Task instructions: Print, in exact form, the lines below from the one containing "g.lineJoin = 'round';" through the one containing "M1348,42V101L1337,94Z", and omit all others.

(Saved data entries)
* * * *
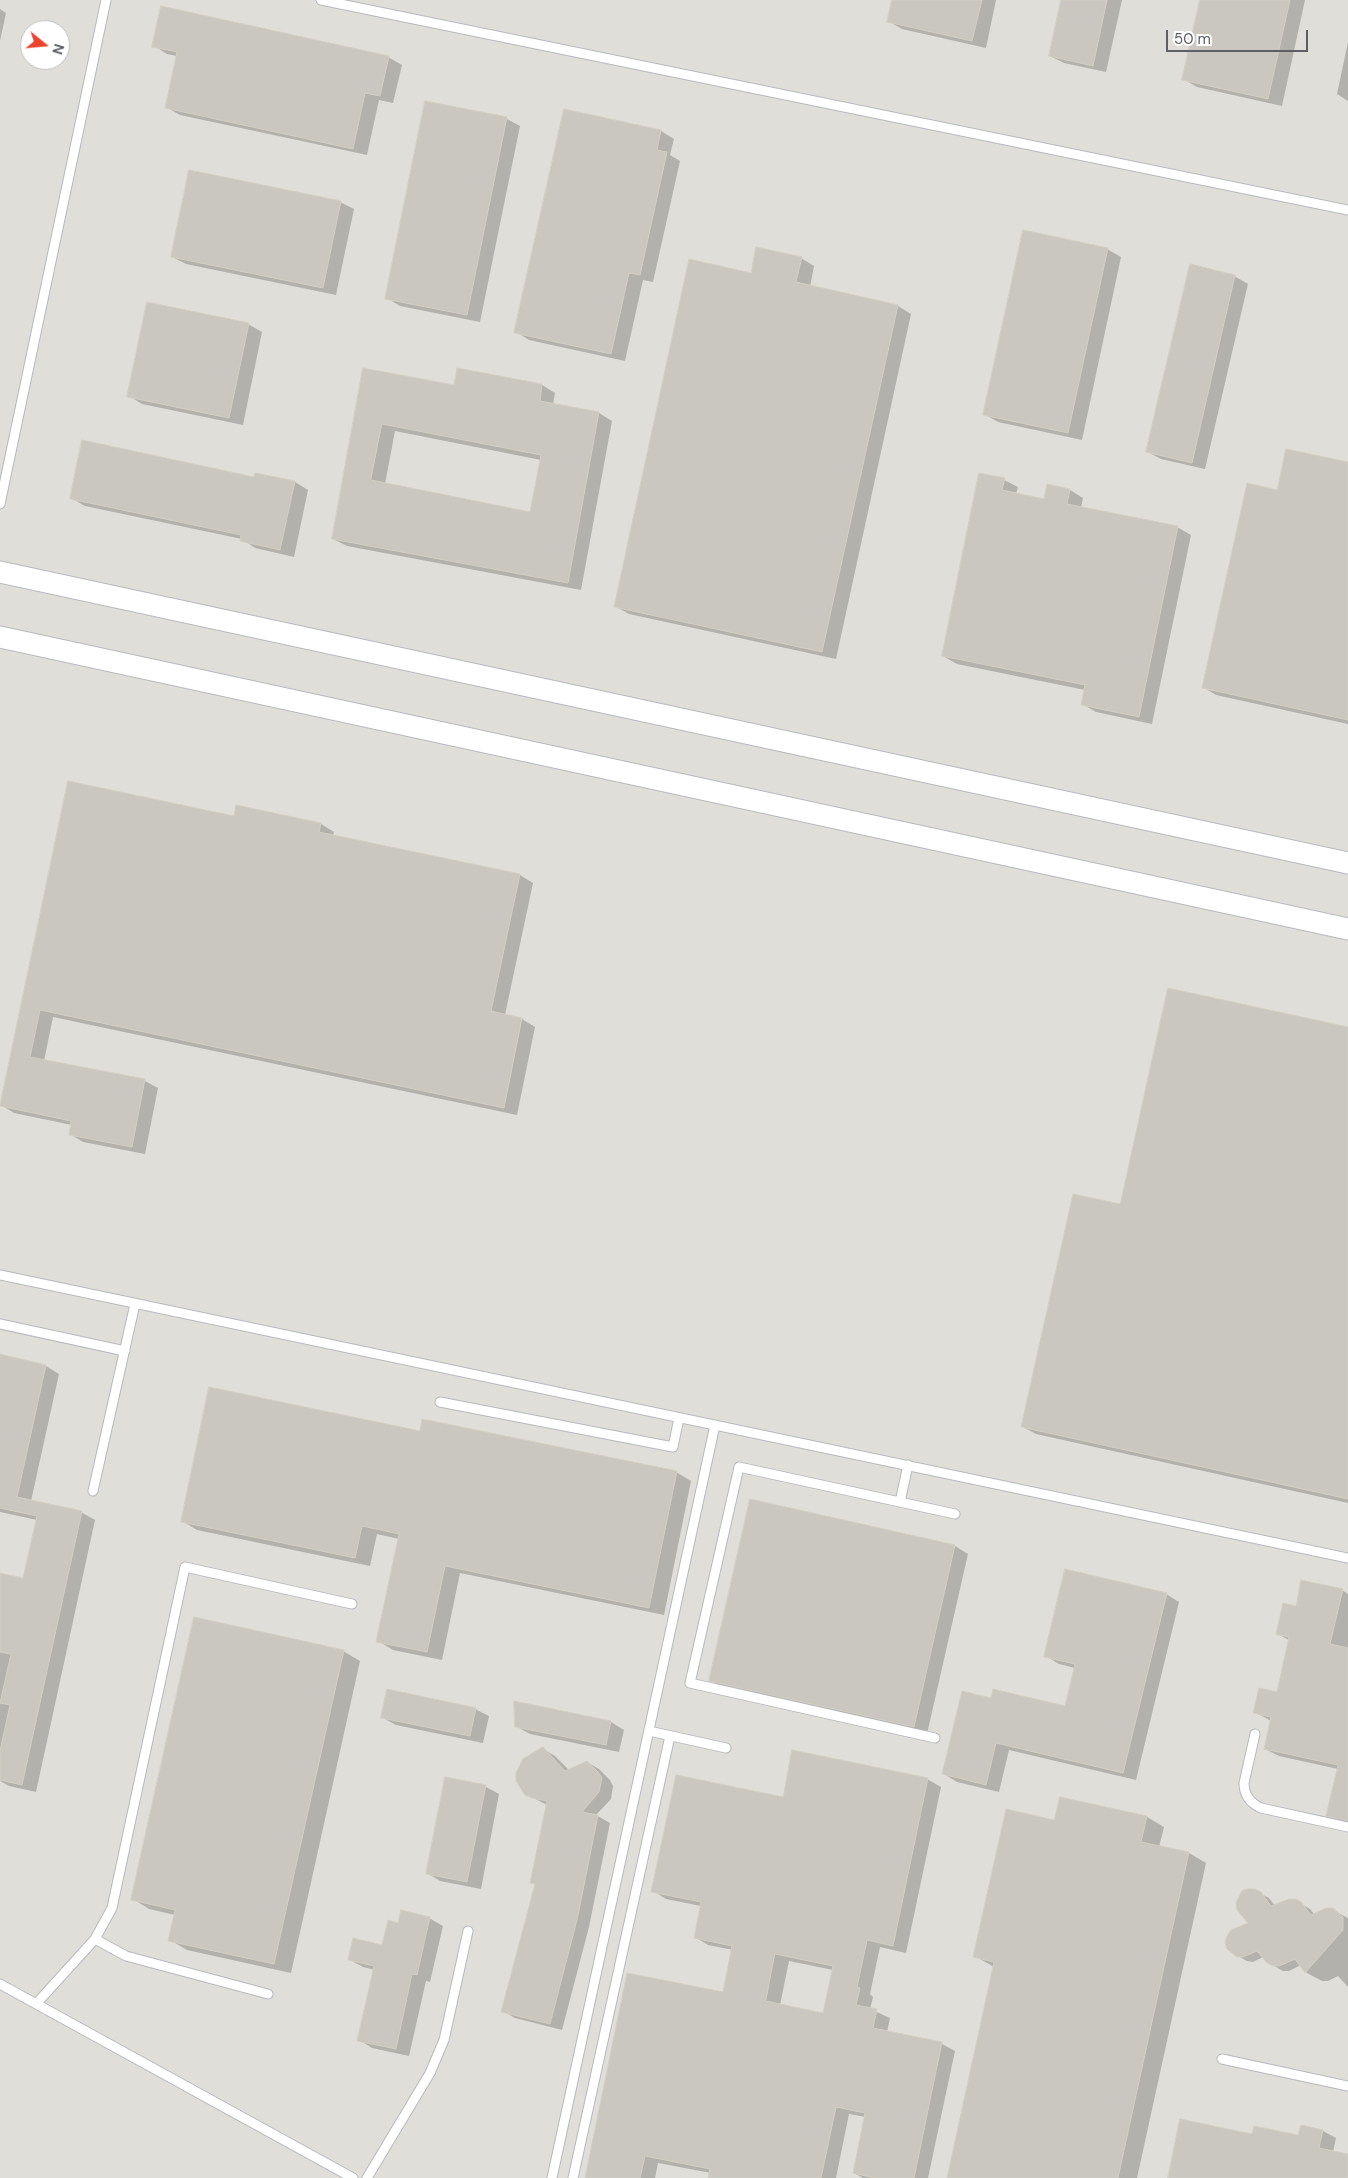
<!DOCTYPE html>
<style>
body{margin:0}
#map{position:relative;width:1348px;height:2178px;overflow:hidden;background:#efede4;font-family:"DM Sans",sans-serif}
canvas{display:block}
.north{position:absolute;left:20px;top:20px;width:50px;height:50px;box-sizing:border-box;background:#fff;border:1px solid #bebfc1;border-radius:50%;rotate:107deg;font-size:14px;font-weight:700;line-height:20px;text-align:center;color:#5c6065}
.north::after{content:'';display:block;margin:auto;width:18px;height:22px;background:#ea432f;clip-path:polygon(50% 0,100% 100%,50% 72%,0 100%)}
.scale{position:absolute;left:1166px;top:30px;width:142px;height:22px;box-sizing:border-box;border:2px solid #5c6065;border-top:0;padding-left:6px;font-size:15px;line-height:18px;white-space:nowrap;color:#5c6065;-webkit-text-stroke:4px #fff;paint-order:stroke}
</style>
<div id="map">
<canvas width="1348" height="2178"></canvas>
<div class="north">N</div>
<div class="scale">50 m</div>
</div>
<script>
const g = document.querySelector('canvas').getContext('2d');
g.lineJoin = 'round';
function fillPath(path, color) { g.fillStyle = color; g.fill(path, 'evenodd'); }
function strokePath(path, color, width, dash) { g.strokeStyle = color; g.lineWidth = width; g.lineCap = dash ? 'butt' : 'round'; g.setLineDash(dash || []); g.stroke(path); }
fillPath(new Path2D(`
 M0,0H1348V2178H0ZM30,30H60V60H30Z`), '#e0ded8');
fillPath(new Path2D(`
 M893,0H996L986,48L902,29L888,21Z
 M1062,0H1122L1106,72L1064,63L1050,56Z
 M1201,0H1305L1282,106L1197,87L1183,79Z
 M0,9L6,13L0,41Z
 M1348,42V101L1337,94Z
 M154,46L388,57L402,65L393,103L379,100L367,155L180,115L166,107L177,56L167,54Z
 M426,103L507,119L520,126L480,322L400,306L387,298Z
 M661,131L674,139L670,155L680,161L653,282L643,280L625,361L529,340L516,332Z
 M340,202L354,209L336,295L186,264L172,257Z
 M1107,249L1121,257L1082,440L998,422L984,414Z
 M801,258L814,266L810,287L898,306L911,314L836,659L629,614L615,606L752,274Z
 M1234,276L1248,284L1205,469L1161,459L1148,452Z
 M248,324L262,332L243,425L142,404L129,396Z
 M364,370L455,386L458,370L542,385L555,393L553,405L599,413L612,421L581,590L347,546L333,539ZM395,431L541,460L531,513L385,484Z
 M1348,464V724L1216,695L1203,687L1278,491Z
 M255,478L295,482L308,490L294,557L255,548L242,539L85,506L71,498Z
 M1004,480L1018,487L1016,494L1045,500L1048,486L1070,490L1083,498L1081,508L1177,527L1191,535L1152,724L1096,712L1082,704L1085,690L957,664L943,656Z
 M69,783L235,818L321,824L334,832L333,836L520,875L533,883L505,1015L522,1019L535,1027L517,1115L53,1017L44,1061L145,1081L158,1088L145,1154L83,1142L70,1134L72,1125L14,1113L1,1105Z
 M1348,1028V1503L1036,1434L1023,1427L1121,1206Z
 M0,1356L46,1366L59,1374L31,1501L81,1512L95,1520L36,1792L9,1786L0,1781V1574L24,1579L37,1520L0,1512Z
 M421,1433L676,1472L691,1481L664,1615L460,1573L442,1660L393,1650L378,1641L399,1539L377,1534L370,1566L197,1530L182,1521Z
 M955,1546L968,1554L927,1734L724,1688L710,1680Z
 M1342,1590L1348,1594V1825L1328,1815L1338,1769L1279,1756L1265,1749L1271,1721L1255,1712L1278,1693L1289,1640L1278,1634L1297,1607Z
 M1166,1594L1179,1602L1136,1780L1009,1750L999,1792L957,1782L944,1774L992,1699L1066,1708L1075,1668L1059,1664L1046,1656Z
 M343,1651L360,1661L291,1973L187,1950L170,1940L175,1915L149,1909L133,1899Z
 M475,1709L489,1716L483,1743L396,1725L383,1718Z
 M611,1722L624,1730L619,1752L530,1734L516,1726Z
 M543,1749L555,1756L569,1770L587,1762L599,1769L610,1780L613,1786L611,1799L596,1815L610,1823L589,1927L562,2030L515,2018L503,2011L536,1885L532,1883L547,1805L526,1794Z
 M446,1778L486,1787L499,1794L481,1889L440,1881L427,1873Z
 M927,1779L941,1787L906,1953L880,1947L870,1994L873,1997L870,2009L890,2018L887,2032L942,2044L955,2051L928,2178H863L854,2173L866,2117L849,2114L836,2178H710L711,2173L658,2163L655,2178H586L724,1994L733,1950L708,1945L695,1937L701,1906L666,1899L653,1891L784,1798ZM789,1961L833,1970L824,2014L780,2005Z
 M1147,1817L1164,1827L1159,1847L1189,1853L1206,1863L1137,2178H948L994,1967L975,1956L1055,1821Z
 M1254,1890L1269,1898L1275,1906L1295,1900L1310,1909L1315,1915L1333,1910L1348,1918V1987L1338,1976L1328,1981H1322L1307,1973L1301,1965L1289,1971H1283L1267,1962L1263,1957L1253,1962L1247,1961L1232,1953L1228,1948L1250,1924Z
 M429,1918L443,1926L430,1982L426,1981L409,2056L372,2048L359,2040L375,1970L363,1967L350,1960L383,1946L399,1924Z
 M1302,2126L1323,2131L1336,2138L1333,2152L1348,2155V2178H1169L1253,2136L1299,2137Z`), '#0003');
const building = new Path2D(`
 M892,0H982L972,41L887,22Z
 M1061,0H1107L1093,66L1049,56Z
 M1200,0H1290L1268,99L1182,80Z
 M161,6L389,56L380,96L365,93L353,149L165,108L177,52L152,47Z
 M425,101L507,117L467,315L385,299Z
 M564,109L661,130L657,150L667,152L640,275L629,273L611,354L514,333Z
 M189,170L341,201L323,288L171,257Z
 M1023,230L1108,248L1068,433L983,415Z
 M756,247L802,257L796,282L898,305L822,652L614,607L689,259L751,273Z
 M1190,264L1235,275L1192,463L1146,452Z
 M147,302L249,323L229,418L127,397Z
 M363,368L454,385L457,368L542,384L540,401L599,412L568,583L332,539ZM382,424L541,455L530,512L371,480Z
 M82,440L254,477L255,473L295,481L280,550L240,541L241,535L70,499Z
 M1286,449L1348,462V720L1202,688L1247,483L1277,490Z
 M979,473L1005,478L1002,490L1044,499L1047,484L1070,489L1067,504L1178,526L1139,717L1081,705L1085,685L942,656Z
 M68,781L234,816L236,805L321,823L319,832L520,874L491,1011L522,1018L504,1108L40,1010L30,1057L145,1079L132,1147L69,1135L71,1121L0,1106Z
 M1168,988L1348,1027V1499L1021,1427L1073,1194L1120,1204Z
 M0,1354L46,1365L17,1497L82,1511L22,1785L0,1780V1751L10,1705L0,1703L11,1654L0,1652V1573L23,1578L37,1516L0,1508Z
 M209,1387L420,1431L422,1419L677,1471L649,1608L445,1566L427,1652L376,1642L399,1534L362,1526L355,1558L181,1522Z
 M750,1499L955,1545L914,1727L709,1681Z
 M1065,1569L1167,1593L1123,1773L996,1743L986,1785L942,1774L962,1691L991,1698L993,1689L1065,1706L1075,1664L1044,1657Z
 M1301,1580L1343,1589L1330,1644L1348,1648V1821L1326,1816L1338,1765L1264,1749L1271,1717L1253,1713L1259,1688L1277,1692L1289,1637L1276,1634L1283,1603L1296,1606Z
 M194,1617L344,1650L274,1964L168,1941L175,1910L131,1900Z
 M387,1689L476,1708L470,1736L381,1718Z
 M514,1701L611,1721L606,1745L515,1727Z
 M543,1747L565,1771L587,1761L598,1772L602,1778L599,1792L582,1812L598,1815L577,1920L550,2024L501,2012L535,1884L530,1883L547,1801L532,1798L525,1795L516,1781V1773L523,1759Z
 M792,1750L928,1778L893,1946L867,1940L857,1987L860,1988L856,2005L877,2009L873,2028L942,2042L914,2178H874L853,2173L865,2113L836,2107L821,2178H708L710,2169L645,2156L640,2178H585L627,1973L723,1992L732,1946L694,1938L701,1902L651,1892L676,1775L783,1797ZM775,1954L833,1966L823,2013L766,2001Z
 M445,1777L486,1785L467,1882L426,1874Z
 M1060,1797L1147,1816L1141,1842L1189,1852L1118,2178H947L994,1962L973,1957L1006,1809L1054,1820Z
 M1248,1889H1255L1261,1892L1271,1906L1289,1899H1296L1301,1902L1311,1915L1326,1908H1333L1343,1917V1930L1305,1973L1295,1959L1279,1966H1273L1267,1963L1257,1951L1243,1957H1237L1227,1949L1225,1942L1227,1936L1231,1930L1248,1923L1237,1910L1236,1903L1242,1891Z
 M401,1910L430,1917L417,1975L412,1974L396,2049L357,2041L374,1966L348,1960L353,1938L382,1945L388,1920L398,1923Z
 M1180,2119L1252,2134L1254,2126L1298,2135L1301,2125L1323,2130L1319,2148L1348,2154V2178H1168Z`);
fillPath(building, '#cac7c1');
strokePath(building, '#d3cfc2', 1);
const service = new Path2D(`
 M321,0L1348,210
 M0,504L106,0
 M0,1275L1348,1558
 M0,1324L125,1351
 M440,1402L673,1447L679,1418
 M93,1491L135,1304
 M900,1502L908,1465
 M649,1731L726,1748
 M1255,1734L1244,1783C1244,1795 1250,1803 1261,1808L1348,1827
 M935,1738L690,1683L739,1467L955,1514
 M95,1939L126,1956L268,1994
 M0,1984L353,2178
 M36,2004L95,1939L112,1908L185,1567L352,1604
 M1222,2059L1348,2086
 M367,2178L430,2073L444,2040L468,1931
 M552,2178L715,1425
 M573,2178L670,1736`);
const tertiary = new Path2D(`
 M0,572L1348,863
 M0,637L1348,929`);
strokePath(service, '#b6b9be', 11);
strokePath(tertiary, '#b6b9be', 23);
strokePath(service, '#fff', 9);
strokePath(tertiary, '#fff', 21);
</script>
* * * *
Answer space:
g.lineJoin = 'round';
function fillPath(path, color) { g.fillStyle = color; g.fill(path, 'evenodd'); }
function strokePath(path, color, width, dash) { g.strokeStyle = color; g.lineWidth = width; g.lineCap = dash ? 'butt' : 'round'; g.setLineDash(dash || []); g.stroke(path); }
fillPath(new Path2D(`
 M0,0H1348V2178H0ZM30,30H60V60H30Z`), '#e0ded8');
fillPath(new Path2D(`
 M893,0H996L986,48L902,29L888,21Z
 M1062,0H1122L1106,72L1064,63L1050,56Z
 M1201,0H1305L1282,106L1197,87L1183,79Z
 M0,9L6,13L0,41Z
 M1348,42V101L1337,94Z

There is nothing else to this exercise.